K Number
K983858
Manufacturer
Date Cleared
1999-01-29

(88 days)

Product Code
Regulation Number
868.5150
Panel
AN
Reference & Predicate Devices
AI/MLSaMDIVD (In Vitro Diagnostic)TherapeuticDiagnosticis PCCP AuthorizedThirdpartyExpeditedreview
Intended Use

Spinal needles are indicated for the injection of local anesthetics into a patient to provide regional anesthesia.

Device Description

A spinal needle is an instrument used for the injection of local anesthetics into a patient to provide regional anesthesia. The needle consists of a luer hub, a stainless steel cannula, and a stainless steel stylete. The needles are provided as sterile, single use, disposable devices. They may be packaged individually or included in our regional anesthesia trays. The spinal needles are provided in three styles; Lancet Point (Quincke), Pencil Point (Whitacre), and European Style (Sprotte). The introducer needle is a simple hypodermic needle, either 18g or 20g, to make the initial puncture through the skin to aid in the placement of the spinal needle.

AI/ML Overview

The provided document is a 510(k) Summary for Spinal Anesthesia Needles. It describes the device, its intended use, technical characteristics, and non-clinical data. It does not present acceptance criteria or a study designed to prove the device meets specific acceptance criteria as would be typical for an AI/ML medical device.

Instead, this document focuses on demonstrating substantial equivalence to predicate devices through comparison testing of physical characteristics and performance attributes (like flow rate and penetration force). This is a regulatory pathway for traditional medical devices, not for AI/ML algorithms.

Therefore, for your request, I must state that the information you are asking for (acceptance criteria, specific study design, performance metrics, ground truth, expert involvement, MRMC studies, standalone performance, training set details) is not available in this document because it pertains to a different type of device evaluation (traditional medical device vs. AI/ML medical device).

The document's "study" is a comparison test, not a performance study against predefined acceptance criteria in the context of an AI/ML algorithm.

Here's a breakdown of why each specific point you asked for cannot be extracted from this document:

  1. A table of acceptance criteria and the reported device performance: This document does not establish explicit "acceptance criteria" for the device in the way an AI/ML device would, nor does it report performance against such criteria. Instead, it compares characteristics like "increased inside diameter" and "reduced outside diameter" to predicate devices, stating that the proposed device "compared well" and that the differences are "not significant."

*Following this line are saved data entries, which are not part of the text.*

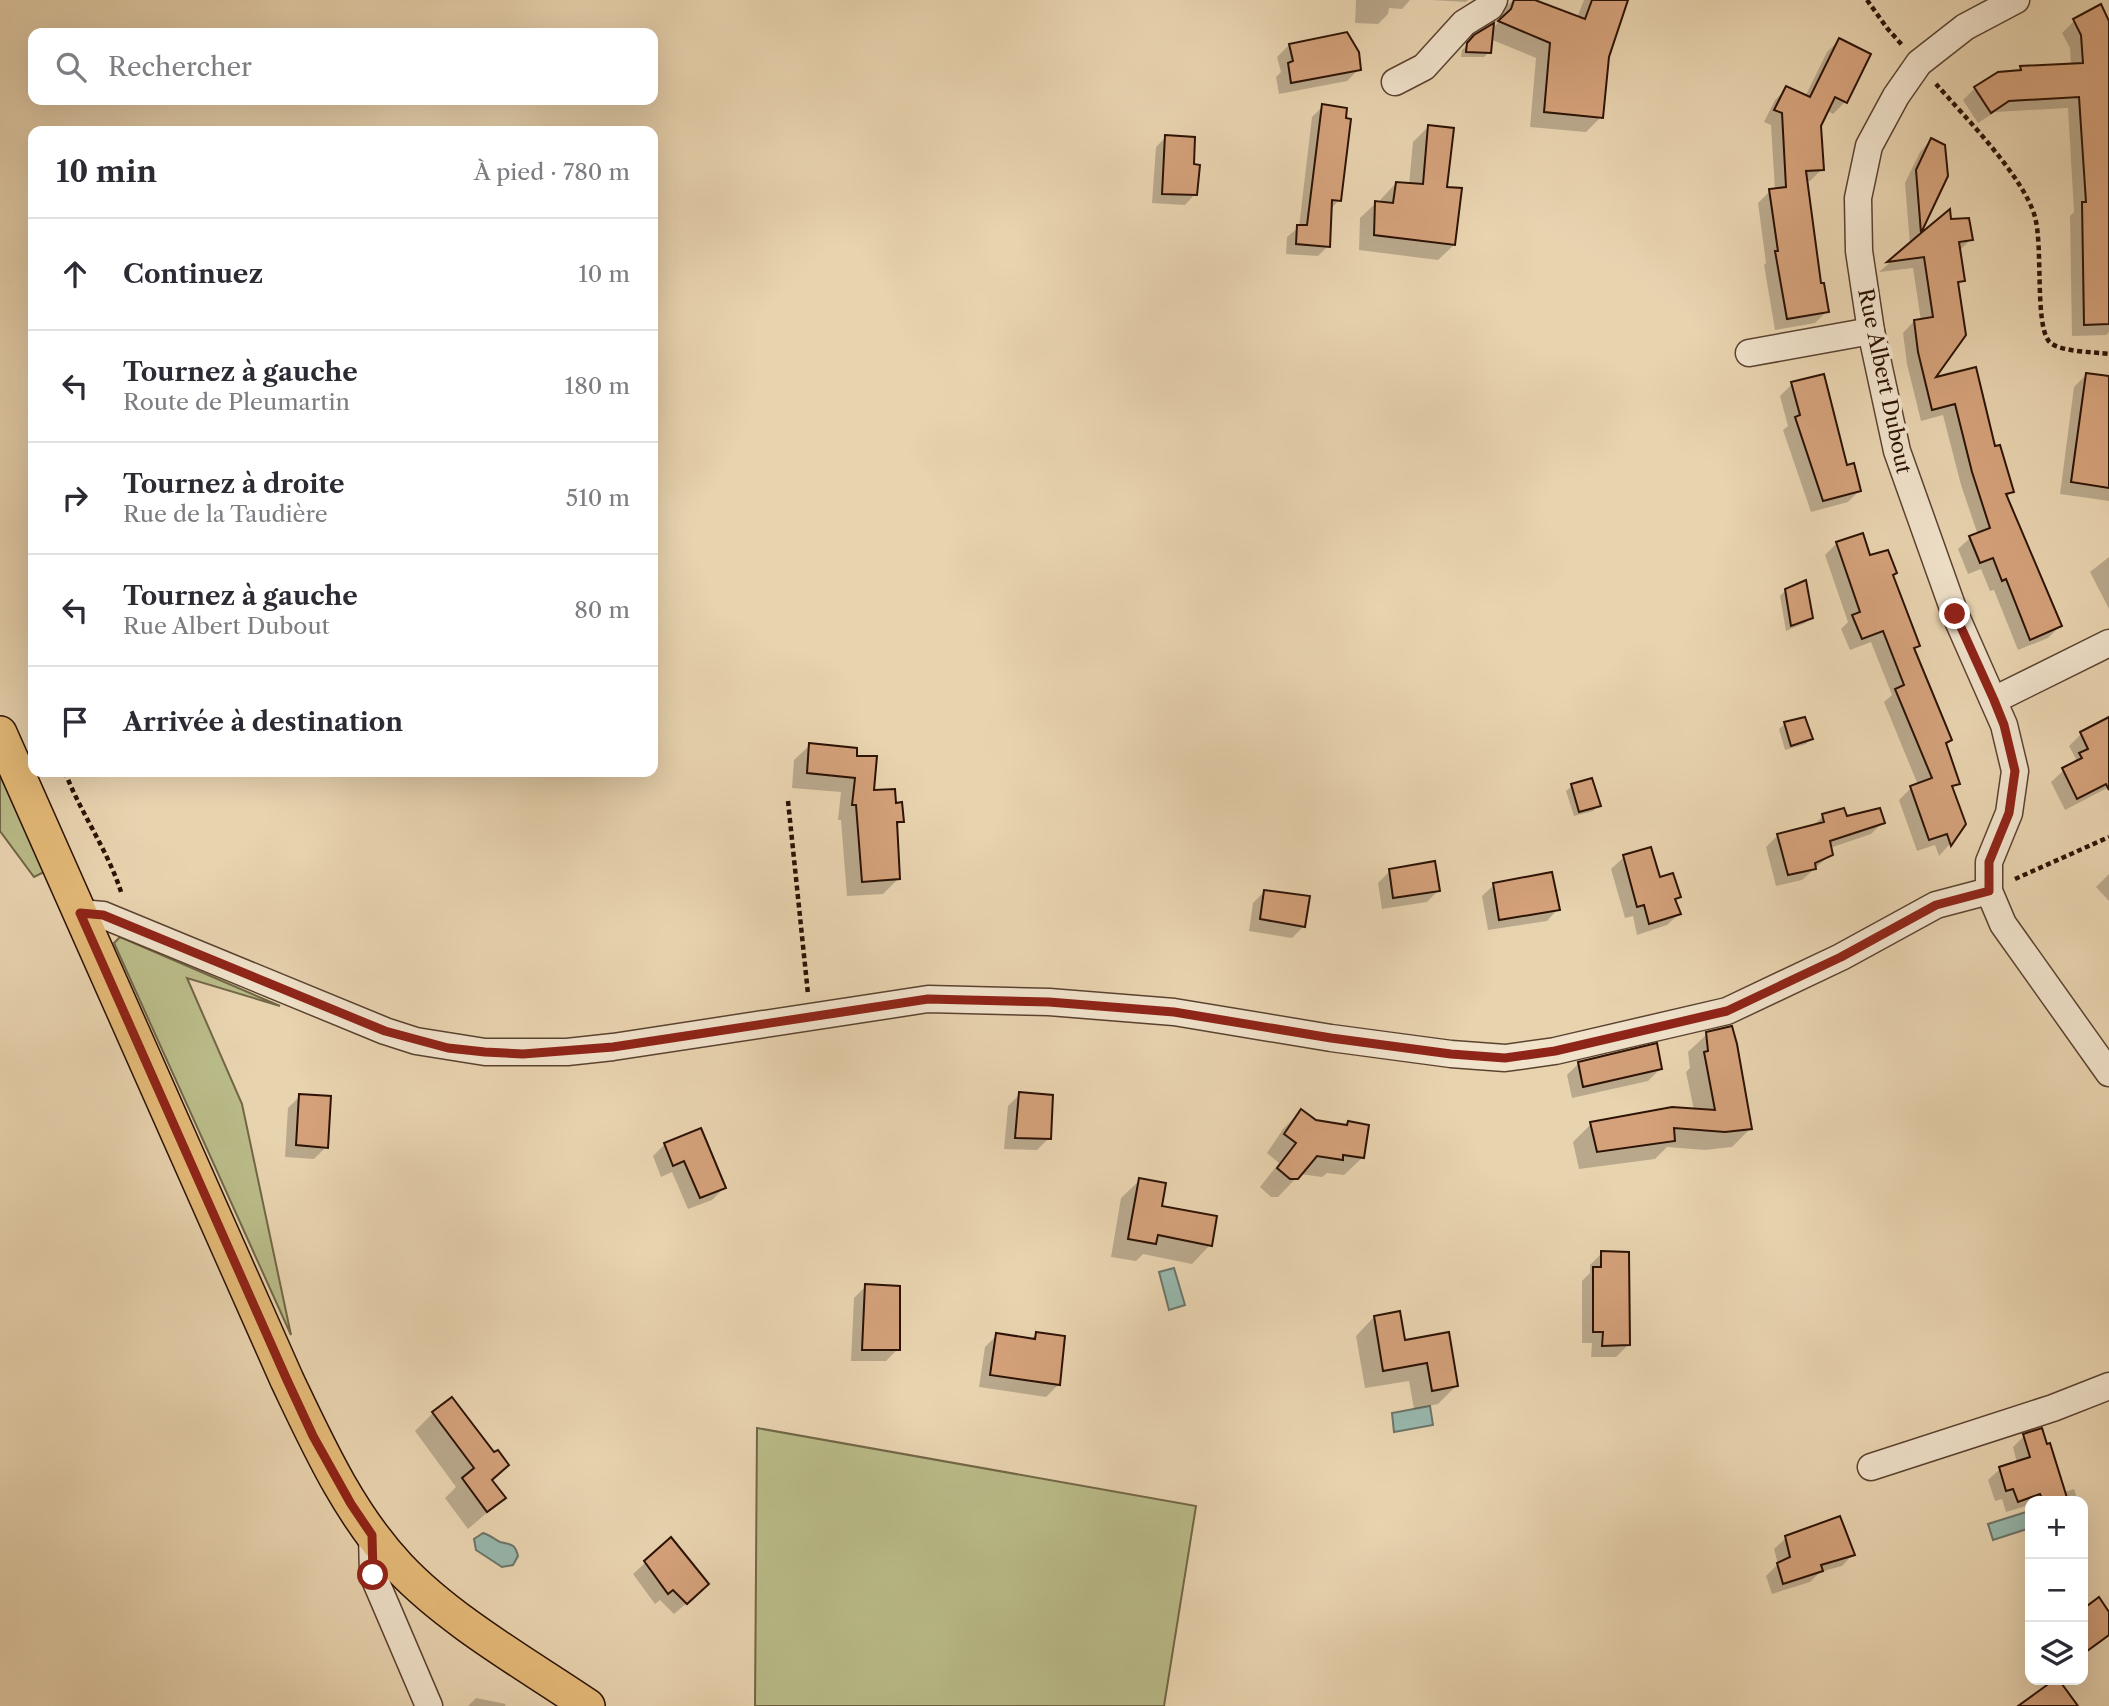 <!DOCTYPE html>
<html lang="fr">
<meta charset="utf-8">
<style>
:root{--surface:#fff;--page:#f2f2f3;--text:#2b2b33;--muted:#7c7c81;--line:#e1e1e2}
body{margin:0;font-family:"Libre Caslon Text",serif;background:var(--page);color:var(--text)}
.controls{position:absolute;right:21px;bottom:21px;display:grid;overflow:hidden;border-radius:14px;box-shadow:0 7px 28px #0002}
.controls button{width:63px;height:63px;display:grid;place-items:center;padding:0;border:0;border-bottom:2px solid var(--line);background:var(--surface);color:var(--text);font:35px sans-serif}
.stop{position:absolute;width:21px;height:21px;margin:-16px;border:5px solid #8f2418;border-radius:50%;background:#fff}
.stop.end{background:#8f2418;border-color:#fff;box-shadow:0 2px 7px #0008}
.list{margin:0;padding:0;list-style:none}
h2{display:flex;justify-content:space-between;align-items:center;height:91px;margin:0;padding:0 28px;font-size:30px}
h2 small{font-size:23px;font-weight:400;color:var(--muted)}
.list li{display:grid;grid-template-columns:46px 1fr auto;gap:21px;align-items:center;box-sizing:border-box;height:112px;padding:0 28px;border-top:2px solid var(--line)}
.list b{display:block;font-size:26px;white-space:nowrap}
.list p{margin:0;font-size:23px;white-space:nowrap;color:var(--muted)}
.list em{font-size:23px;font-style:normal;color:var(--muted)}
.icon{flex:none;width:38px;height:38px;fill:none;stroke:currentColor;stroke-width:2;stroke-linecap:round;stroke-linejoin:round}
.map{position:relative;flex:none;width:2109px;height:1706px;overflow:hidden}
.search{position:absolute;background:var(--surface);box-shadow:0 7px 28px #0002;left:28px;top:28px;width:630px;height:77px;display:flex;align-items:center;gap:18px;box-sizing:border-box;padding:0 24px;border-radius:14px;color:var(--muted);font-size:26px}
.panel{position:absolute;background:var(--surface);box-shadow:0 7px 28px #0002;left:28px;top:126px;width:630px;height:651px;border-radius:14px}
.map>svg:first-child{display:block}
.green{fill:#b9bb88;stroke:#726646;stroke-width:2}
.water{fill:#97b7ac;stroke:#6c7569;stroke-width:2}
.shadow{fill:#0003}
.building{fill:#d4a17a;stroke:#2c1205;stroke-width:2}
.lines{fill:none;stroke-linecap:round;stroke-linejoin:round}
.minor-casing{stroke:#5b4230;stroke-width:29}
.major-casing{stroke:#2c1205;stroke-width:36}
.path{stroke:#2c1205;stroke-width:4.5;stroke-dasharray:5 3.5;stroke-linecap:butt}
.minor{stroke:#f0e2cb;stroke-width:26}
.major{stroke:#e4ba78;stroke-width:33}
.route{stroke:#8f2418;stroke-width:9}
.labels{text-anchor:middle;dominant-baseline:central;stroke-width:7;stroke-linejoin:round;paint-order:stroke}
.street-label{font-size:21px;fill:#2c1205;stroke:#f0e2cb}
</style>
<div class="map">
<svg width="2109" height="1706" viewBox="0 0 2109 1706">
<rect width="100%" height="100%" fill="#e8d3af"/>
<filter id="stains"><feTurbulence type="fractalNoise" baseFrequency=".00286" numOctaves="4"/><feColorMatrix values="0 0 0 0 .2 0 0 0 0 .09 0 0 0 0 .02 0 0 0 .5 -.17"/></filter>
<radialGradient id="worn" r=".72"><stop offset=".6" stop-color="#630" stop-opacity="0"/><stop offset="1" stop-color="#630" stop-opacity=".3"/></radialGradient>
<g class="green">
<path d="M0,775L44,872L34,877L0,831Z"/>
<path d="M120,937L280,1006L187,978L242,1104L291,1335L114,943Z"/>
<path d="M757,1428L1196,1506L1164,1706H755Z"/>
</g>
<g class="water">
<path d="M1174,1268L1185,1305L1169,1310L1159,1272Z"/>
<path d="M1430,1406L1433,1425L1394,1432L1392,1413Z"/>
<path d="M2026,1512L2030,1528L1993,1540L1988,1524Z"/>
<path d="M483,1533C490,1535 494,1539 500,1542C511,1545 515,1543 518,1556L513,1565L502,1567L476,1550L474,1539Z"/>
</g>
<g class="shadow">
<path d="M1356,0H1410L1402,9L1389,8L1388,14L1378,24L1355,23Z"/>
<path d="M1431,0H1468L1466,2Z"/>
<path d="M1513,0H1530L1577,18L1584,0H1626L1607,57L1601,117L1586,132L1530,127L1536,58L1490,39L1489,52L1484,57H1461L1462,50L1475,37L1491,30L1497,24L1503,10Z"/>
<path d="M2100,6L2109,25V332L2106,335L2072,336L2070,216L2074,212L2068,108L1995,112L1978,123L1963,100L1975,88L2017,72L2021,68L2071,66L2070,48L2062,33L2074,21Z"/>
<path d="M1839,40L1845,102L1833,114L1826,110L1819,125L1822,169L1810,181H1805L1820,285L1827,311L1815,323L1775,330L1764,265L1766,263L1758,203L1770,191L1775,190L1771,125L1764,122L1775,100L1787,88L1805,97L1827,52Z"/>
<path d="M1289,45L1359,69L1347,81L1279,94L1276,77L1281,72L1277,57Z"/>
<path d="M1323,106L1339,200L1330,210L1328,246L1318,256L1286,254L1287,237L1299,227L1312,117Z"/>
<path d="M1429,126L1445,188L1454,245L1438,260L1359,250L1360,218L1376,203H1380L1381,199L1396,183L1409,185L1413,142Z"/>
<path d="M1166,137L1193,166L1195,194L1185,205L1152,203L1156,147Z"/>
<path d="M1931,140L1946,175L1916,240L1950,221L1971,239L1959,251L1963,280L1957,286L1932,380L1975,369L1994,449L2012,491L2006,498L2060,626L2048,638L2018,650L1994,590L1990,591L1981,569L1968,574L1958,549L1970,538L1978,535L1961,485L1943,415L1921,421L1907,364L1903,333L1914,321H1921L1913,268L1879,272L1910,245L1905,183L1920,152Z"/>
<path d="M2086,375L2109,378V501L2060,494L2074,387Z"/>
<path d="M1792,384L1860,490L1848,502L1811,512L1783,430L1788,426L1780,396Z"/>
<path d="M1837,543L1869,558L1891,576L1918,646L1913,651L1950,740L1945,745L1958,783L1951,790L1964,824L1949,845L1939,856L1935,845L1917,851L1899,800L1911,788L1918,785L1884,702L1892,695L1871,642L1850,650L1841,629L1848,622L1825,555Z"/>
<path d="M2109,557V609L2090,572Z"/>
<path d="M1786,590L1811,617L1805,623L1786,631L1780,596Z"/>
<path d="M2109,719V787L2065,810L2051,782L2076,759L2069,746L2081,734Z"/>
<path d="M1785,724L1811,738L1806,744L1785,750L1779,729Z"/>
<path d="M810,745L855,758L872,792L894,804L902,821L896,827L898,879L883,894L847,896L841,820H838L841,792L792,788L794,760Z"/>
<path d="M1572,786L1599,805L1593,811L1574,816L1566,791Z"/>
<path d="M1823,816L1883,822L1871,834L1830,848L1831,854L1802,880L1776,886L1766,847L1778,835L1812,827Z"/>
<path d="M1650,849L1659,879L1679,896L1674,901L1679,914L1667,925L1637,935L1633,916L1625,918L1611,869L1624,857Z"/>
<path d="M1390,871L1439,890L1427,902L1382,909L1378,883Z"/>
<path d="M2109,874V901L2096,887Z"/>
<path d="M1494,885L1558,909L1547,921L1488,930L1482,896Z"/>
<path d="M1265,891L1304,926L1292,938L1249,931L1253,903Z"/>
<path d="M1707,1034L1750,1129L1732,1147L1705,1150L1667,1147L1655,1159L1579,1169L1573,1142L1591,1124L1694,1110L1686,1072L1690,1068L1688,1052Z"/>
<path d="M1579,1063L1660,1069L1648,1081L1572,1098L1567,1075Z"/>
<path d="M1020,1094L1049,1138L1037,1150L1004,1149L1008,1106Z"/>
<path d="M300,1096L326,1147L314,1159L285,1157L288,1108Z"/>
<path d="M1301,1111L1315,1122L1345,1127L1348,1123L1363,1157L1344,1175L1327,1173L1322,1177L1300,1174L1278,1197H1271L1260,1187L1279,1163L1267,1153L1283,1129Z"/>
<path d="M665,1144L724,1188L712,1200L688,1209L672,1172L661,1177L653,1156Z"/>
<path d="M1140,1180L1159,1207L1210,1245L1192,1264L1143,1254L1136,1261L1111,1257L1121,1198Z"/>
<path d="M1602,1253L1628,1345L1616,1357H1591L1592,1343H1582V1281L1590,1273V1265Z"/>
<path d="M866,1286L898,1349L886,1361H851L854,1298Z"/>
<path d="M1374,1317L1456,1386L1438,1404L1414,1409L1409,1381L1365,1388L1356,1336Z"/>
<path d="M1037,1334L1058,1385L1046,1397L979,1387L985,1347L997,1335L1030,1340Z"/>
<path d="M452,1399L490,1481L504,1498L468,1529L445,1498L456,1487L415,1431L433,1413Z"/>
<path d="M2024,1436L2065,1492L2074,1489L2078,1501H2030V1509L2029,1505L2006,1512L2002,1499L1995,1501L1988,1480L2000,1469L2017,1463L2013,1447Z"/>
<path d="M1786,1538L1853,1554L1842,1566L1820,1572L1810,1582L1772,1594L1766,1576L1778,1564L1774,1549Z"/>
<path d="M671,1539L695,1596L674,1614L660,1600L655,1604L633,1574Z"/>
<path d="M2099,1599L2109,1615V1636L2083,1655V1611Z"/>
<path d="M476,1698L506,1704L505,1706H468Z"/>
</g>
<g class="building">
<path d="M1514,0H1535L1585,19L1592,0H1628L1609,57L1603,118L1544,112L1550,43L1498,21L1511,9Z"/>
<path d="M2101,4L2109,21V324L2084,325L2082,202H2086L2079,97L2009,101L1991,113L1974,87L1998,72L2021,70L2020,66L2083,63L2081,35L2073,19Z"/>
<path d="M1494,23L1491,53L1466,52L1467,43L1474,35Z"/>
<path d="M1347,32L1359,52L1361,70L1291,83L1288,63L1293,61L1289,44Z"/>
<path d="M1839,38L1871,54L1847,103L1835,97L1821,126L1824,170L1806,171L1821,283H1824L1829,312L1787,319L1775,251H1778L1769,189L1786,187L1782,113L1774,110L1786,86L1810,97Z"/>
<path d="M1322,104L1347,108L1346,118L1351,119L1341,201L1332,200L1330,247L1296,244L1297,225H1307Z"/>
<path d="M1428,125L1454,128L1447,187L1462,188L1455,245L1374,235L1375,201L1393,203L1396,182L1423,184Z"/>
<path d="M1165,135L1195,137L1194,164L1200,165L1197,195L1162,194Z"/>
<path d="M1931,138L1945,145L1948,176L1921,233L1950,209L1951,219L1969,218L1973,240L1959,242L1965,281L1958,282L1966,335L1936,377L1976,367L1995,446L2000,445L2014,492L2006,494L2062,626L2030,640L2006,579L2002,581L1993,558L1980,563L1969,536L1990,528L1972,472L1955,404L1932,410L1918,352L1914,320L1933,317L1924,257L1887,262L1921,233L1916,170Z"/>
<path d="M2086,373L2109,376V488L2071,482Z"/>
<path d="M1824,374L1847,465L1854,463L1861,491L1823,501L1795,417L1800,415L1791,382Z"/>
<path d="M1863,533L1870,555L1888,550L1897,573L1893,575L1920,646L1914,648L1952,740L1946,743L1960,784L1952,786L1966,824L1951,846L1947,834L1929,840L1910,786L1932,778L1895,689L1904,685L1883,631L1862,639L1852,615L1860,612L1836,542Z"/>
<path d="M1806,580L1813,618L1791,626L1785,589Z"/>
<path d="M1805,717L1813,739L1791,746L1784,722Z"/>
<path d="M2109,717V790L2106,784L2077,799L2062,768L2082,758L2079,753L2088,749L2080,732Z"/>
<path d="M809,743L857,748V756H877L874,790L895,789L896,803L902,802L904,822H897L900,879L862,882L856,805H852L855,778L807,773Z"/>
<path d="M1592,778L1601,806L1579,812L1571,784Z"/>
<path d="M1844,808L1847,816L1880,808L1885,823L1830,841L1833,855L1815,863L1816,869L1788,875L1777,834L1824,822L1822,814Z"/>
<path d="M1651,847L1660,877L1673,873L1681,897L1675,899L1681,914L1649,924L1644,905L1637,907L1623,855Z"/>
<path d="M1435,861L1440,891L1393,898L1389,869Z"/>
<path d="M1552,872L1560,910L1499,920L1493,883Z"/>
<path d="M1264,890L1310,896L1305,927L1260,919Z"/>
<path d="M1732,1026L1737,1044L1752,1129L1725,1132L1674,1128L1675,1141L1597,1152L1590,1122L1672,1107L1715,1110L1704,1052L1708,1051L1706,1032Z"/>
<path d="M1657,1043L1662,1069L1583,1087L1578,1062Z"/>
<path d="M1019,1092L1053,1095L1051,1139L1015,1138Z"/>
<path d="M299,1094L331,1096L328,1148L296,1145Z"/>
<path d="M1301,1109L1316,1120L1347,1125L1348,1121L1369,1125L1364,1158L1343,1155V1160L1317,1156L1298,1179H1290L1277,1168L1296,1143L1284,1134Z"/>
<path d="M701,1128L726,1188L700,1198L684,1161L673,1166L664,1143Z"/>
<path d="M1139,1178L1166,1183L1162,1206L1217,1216L1212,1246L1158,1235L1156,1244L1128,1239Z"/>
<path d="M1601,1251L1629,1252L1630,1345L1602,1346L1603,1332H1593V1267H1601Z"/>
<path d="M865,1284L900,1286V1350H862Z"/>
<path d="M1400,1311L1405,1340L1449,1332L1458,1386L1432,1391L1427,1363L1383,1371L1374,1316Z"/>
<path d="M1036,1332L1065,1336L1060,1385L990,1375L996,1333L1035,1339Z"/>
<path d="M452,1397L494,1452L498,1450L509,1465L492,1480L506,1498L487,1512L462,1478L474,1468L432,1412Z"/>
<path d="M2042,1428L2047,1444L2050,1443L2068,1501H2043L2040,1494L2018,1502L2013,1489L2006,1491L1999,1467L2030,1457L2023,1434Z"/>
<path d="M1840,1516L1855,1555L1821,1565L1823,1571L1783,1584L1777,1563L1790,1557L1785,1536Z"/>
<path d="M671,1537L709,1584L687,1604L673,1590L668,1594L644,1561Z"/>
<path d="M2099,1597L2109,1612V1635L2083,1654V1609Z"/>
<path d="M2054,1680H2059L2078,1706H2018Z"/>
</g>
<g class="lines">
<g class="minor-casing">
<g id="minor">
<path d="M2016,0L1965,27L1919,63L1896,96L1869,146L1858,198L1859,251L1871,331L1897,451L1955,614L2004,725L2015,771L2009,813L1989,862V891L2003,924L2109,1073"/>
<path d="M1395,82L1424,67L1464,23L1490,7L1494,0"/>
<path d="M1749,353L1871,331"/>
<path d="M1994,700L2109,643"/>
<path d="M80,913L103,915L385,1031L416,1041L485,1052H567L613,1047L928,999L1049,1002L1174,1012L1331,1038L1451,1054L1505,1058L1555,1051L1727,1011L1841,957L1936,905L1989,891"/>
<path d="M1871,1467L2053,1408L2109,1386"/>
<path d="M372,1535L373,1575L429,1706"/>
</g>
</g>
<g class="major-casing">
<path id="major" d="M0,733L287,1380C318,1445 349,1514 399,1567C450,1621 526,1664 588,1706"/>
</g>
<g class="path">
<path d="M1867,0L1887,28L1903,46"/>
<path d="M1936,84C1965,117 2024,177 2035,217C2043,247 2035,320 2048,340C2055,352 2095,352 2109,354"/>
<path d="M65,772C81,814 109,852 122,895"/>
<path d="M788,801L808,994"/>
<path d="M2015,879L2109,837"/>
</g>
<use href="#minor" class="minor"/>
<use href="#major" class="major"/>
</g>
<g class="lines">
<path class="route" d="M373,1575L372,1535L351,1504L313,1436L287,1380L80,913L103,915L385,1031L448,1048L485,1052L523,1054L613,1047L928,999L1049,1002L1174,1012L1331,1038L1451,1054L1505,1058L1555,1051L1727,1011L1841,957L1936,905L1989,891V862L2009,813L2015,771L2004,725L1994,700L1955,614"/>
</g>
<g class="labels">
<g class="street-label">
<text transform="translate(1885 381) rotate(78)">Rue Albert Dubout</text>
</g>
</g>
<rect width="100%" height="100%" filter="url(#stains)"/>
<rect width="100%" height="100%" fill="url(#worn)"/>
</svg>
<div class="controls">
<button>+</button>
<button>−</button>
<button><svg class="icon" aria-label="layers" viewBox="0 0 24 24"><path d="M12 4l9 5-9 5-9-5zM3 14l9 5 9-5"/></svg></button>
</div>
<div class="stop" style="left:373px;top:1575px"></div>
<div class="stop end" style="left:1955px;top:614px"></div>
<div class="search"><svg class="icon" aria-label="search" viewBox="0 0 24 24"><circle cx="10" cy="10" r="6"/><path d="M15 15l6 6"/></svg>Rechercher</div>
<section class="panel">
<h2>10 min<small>À pied · 780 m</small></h2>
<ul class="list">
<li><svg class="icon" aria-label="ahead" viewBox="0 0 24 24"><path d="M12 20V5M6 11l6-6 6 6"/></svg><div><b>Continuez</b></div><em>10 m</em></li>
<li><svg class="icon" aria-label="left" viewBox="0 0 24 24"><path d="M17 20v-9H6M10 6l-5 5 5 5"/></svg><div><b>Tournez à gauche</b><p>Route de Pleumartin</p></div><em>180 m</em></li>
<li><svg class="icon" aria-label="right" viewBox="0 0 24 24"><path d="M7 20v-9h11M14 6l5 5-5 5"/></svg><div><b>Tournez à droite</b><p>Rue de la Taudière</p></div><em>510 m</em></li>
<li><svg class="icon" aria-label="left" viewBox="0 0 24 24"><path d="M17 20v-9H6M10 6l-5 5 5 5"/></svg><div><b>Tournez à gauche</b><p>Rue Albert Dubout</p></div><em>80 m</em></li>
<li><svg class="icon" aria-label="arrive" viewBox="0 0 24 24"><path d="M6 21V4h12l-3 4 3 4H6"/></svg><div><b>Arrivée à destination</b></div></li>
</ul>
</section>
</div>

  2. Sample sized used for the test set and the data provenance (e.g. country of origin of the data, retrospective or prospective): The document mentions "comparison testing between the proposed device and the predicate devices" and "unisis needles tested." However, it does not specify sample sizes for this testing, nor does it provide details on data provenance (e.g., country of origin, retrospective or prospective nature of the test data).

  3. Number of experts used to establish the ground truth for the test set and the qualifications of those experts (e.g. radiologist with 10 years of experience): Since this is a physical medical device and not an AI/ML system, the concept of "ground truth" established by experts for a test set is not applicable in the way it would be for an AI/ML device. The "truth" here is based on physical measurements and mechanical performance.

  4. Adjudication method (e.g. 2+1, 3+1, none) for the test set: Not applicable for a physical medical device comparison test.

  5. If a multi reader multi case (MRMC) comparative effectiveness study was done, If so, what was the effect size of how much human readers improve with AI vs without AI assistance: Not applicable. This document is about spinal needles, not an AI system.

  6. If a standalone (i.e. algorithm only without human-in-the-loop performance) was done: Not applicable, as this is not an algorithm.

  7. The type of ground truth used (expert concensus, pathology, outcomes data, etc): The "ground truth" in this context would be the physical properties and performance characteristics of the needles themselves (e.g., measured flow rates, penetration force), rather than clinical outcomes or expert consensus on interpretations.

  8. The sample size for the training set: Not applicable. This device is not an AI/ML algorithm that requires a training set.

  9. How the ground truth for the training set was established: Not applicable, as there is no training set for this type of device.

§ 868.5150 Anesthesia conduction needle.

(a)
Identification. An anesthesia conduction needle is a device used to inject local anesthetics into a patient to provide regional anesthesia.(b)
Classification. Class II (performance standards).